But now... He barely paused, but his senses registered anyway the rain-washed air, the scent of pine trees, the chorus of insect song, the lush woods of not just Earth, but northern America. He was home.

He felt no relief.

Campers nearby was a stroke of luck; he could smell their dead fire from a hundred feet away. He grabbed a backpack and ran for the road without hesitation. It was only when he hit pavement— _pavement_ —that it crossed his mind that the rules were different now, he couldn't just take from the weaker anymore. Or he should at least feel bad about it.

Yeah, maybe later.

He'd been walking the road for a while—time, that was another thing he'd have to get used to again—digging through the pack and throwing out what he couldn't use, when there was the sound of thunder behind him. He cringed away before he realized: not thunder. Truck.

His eyes shied away from the brightness of the light, whiter and purer than anything in Purgatory, even that light elf he'd killed. The whoosh it made sounded like an attacking harpy, and his mind was slow to dredge up "air brakes" instead. He blinked at the huge vehicle, the weathered face that leaned to peer at him through the open window.

"Need a lift?"

It was like trying to translate a second language, that extra beat where the words went through the long-unused Earth filter. He made his shoulders drop, his hand let go of the blade tucked into his jacket. "Yeah."

The seat sank softly beneath him like Baby's had. Glass protected him from the elements all around even as it let him keep watch. And music. His face twisted. Had it always been so loud, so harsh?

"Not a fan of Zep?" the driver asked.

He almost said, "What?" Swallowed and instead shaped the words, "It's fine."

The driver's nose wrinkled. "Whoohee. You've been on the road a while, huh?" He rolled his window down, and more of the clean—empty—scent of trees rolled in.

He didn't know what to say to that and so stayed silent.

The truck squealed and lumbered and lurched. Everything in a thousand feet would know where it was.

"Where you goin'?"

Another pause. "Louisiana."

The driver barked—no, laughed, that was laughter—and scratched the side of his head. "Heh, well, not this trip. I can take ya as far as Boston."

Boston...Massachusetts. So they were probably in the Appalachians somewhere. East coast. Thousands of miles away from where he had to go, but still closer than he'd dared hope. "That's fine."
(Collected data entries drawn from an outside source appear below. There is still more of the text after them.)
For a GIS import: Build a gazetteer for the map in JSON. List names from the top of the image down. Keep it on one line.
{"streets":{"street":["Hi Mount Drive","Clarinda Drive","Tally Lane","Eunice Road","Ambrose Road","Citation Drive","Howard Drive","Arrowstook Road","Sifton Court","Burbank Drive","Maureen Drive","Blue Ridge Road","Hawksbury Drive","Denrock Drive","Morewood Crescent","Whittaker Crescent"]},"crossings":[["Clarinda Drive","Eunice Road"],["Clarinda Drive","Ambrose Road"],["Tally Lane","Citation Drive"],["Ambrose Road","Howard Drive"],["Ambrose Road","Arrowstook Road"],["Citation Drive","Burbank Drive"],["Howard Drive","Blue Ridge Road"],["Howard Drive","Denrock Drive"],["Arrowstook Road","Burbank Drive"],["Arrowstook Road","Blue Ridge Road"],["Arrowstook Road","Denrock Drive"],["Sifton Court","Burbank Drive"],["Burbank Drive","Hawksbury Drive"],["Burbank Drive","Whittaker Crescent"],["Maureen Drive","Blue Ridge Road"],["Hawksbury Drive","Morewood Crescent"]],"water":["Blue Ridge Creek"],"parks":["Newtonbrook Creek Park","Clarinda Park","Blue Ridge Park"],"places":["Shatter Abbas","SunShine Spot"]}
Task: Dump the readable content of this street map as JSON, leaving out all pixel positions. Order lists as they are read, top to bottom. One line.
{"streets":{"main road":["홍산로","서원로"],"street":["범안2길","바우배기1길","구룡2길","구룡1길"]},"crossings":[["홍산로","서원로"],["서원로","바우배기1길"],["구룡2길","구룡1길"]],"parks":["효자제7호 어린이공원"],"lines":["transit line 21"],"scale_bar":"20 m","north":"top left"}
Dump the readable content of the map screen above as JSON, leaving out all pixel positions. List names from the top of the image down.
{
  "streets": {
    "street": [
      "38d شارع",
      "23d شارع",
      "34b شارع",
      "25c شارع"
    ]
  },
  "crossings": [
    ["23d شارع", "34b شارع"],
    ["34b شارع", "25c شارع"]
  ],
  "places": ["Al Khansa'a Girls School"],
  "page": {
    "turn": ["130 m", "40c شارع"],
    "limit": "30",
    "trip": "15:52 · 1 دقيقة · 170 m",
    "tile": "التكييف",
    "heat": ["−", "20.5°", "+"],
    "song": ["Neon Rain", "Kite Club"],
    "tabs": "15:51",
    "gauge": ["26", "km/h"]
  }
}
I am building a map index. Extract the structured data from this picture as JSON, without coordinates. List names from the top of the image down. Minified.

"Okay then." The driver adjusted his ball cap—like Bobby's—and they drove on.

Bobby. He hadn't thought of the old man in...a while. Even now the memory seemed remote. His first priority was Louisiana. Then…everything else. Baby. Leviathans.

Sam.

His jaw twitched. God, how had he not thought of Sam until now? Sam had to be...somewhere. The world suddenly seemed huge. All the possibilities beyond this world even huger.

"You c'n grab a few winks if you want," the driver offered over the screaming radio.

He pulled himself tighter into the corner, knife comfortingly solid in his palm. "No." A pause, stirrings of old reflexes reawakening. "Thank you."

He stayed awake with his thoughts until the driver let him off in front of a motel—so freakin' _bright_ , had it always been this bright?—and he got a room with the credit card he'd found in the pack.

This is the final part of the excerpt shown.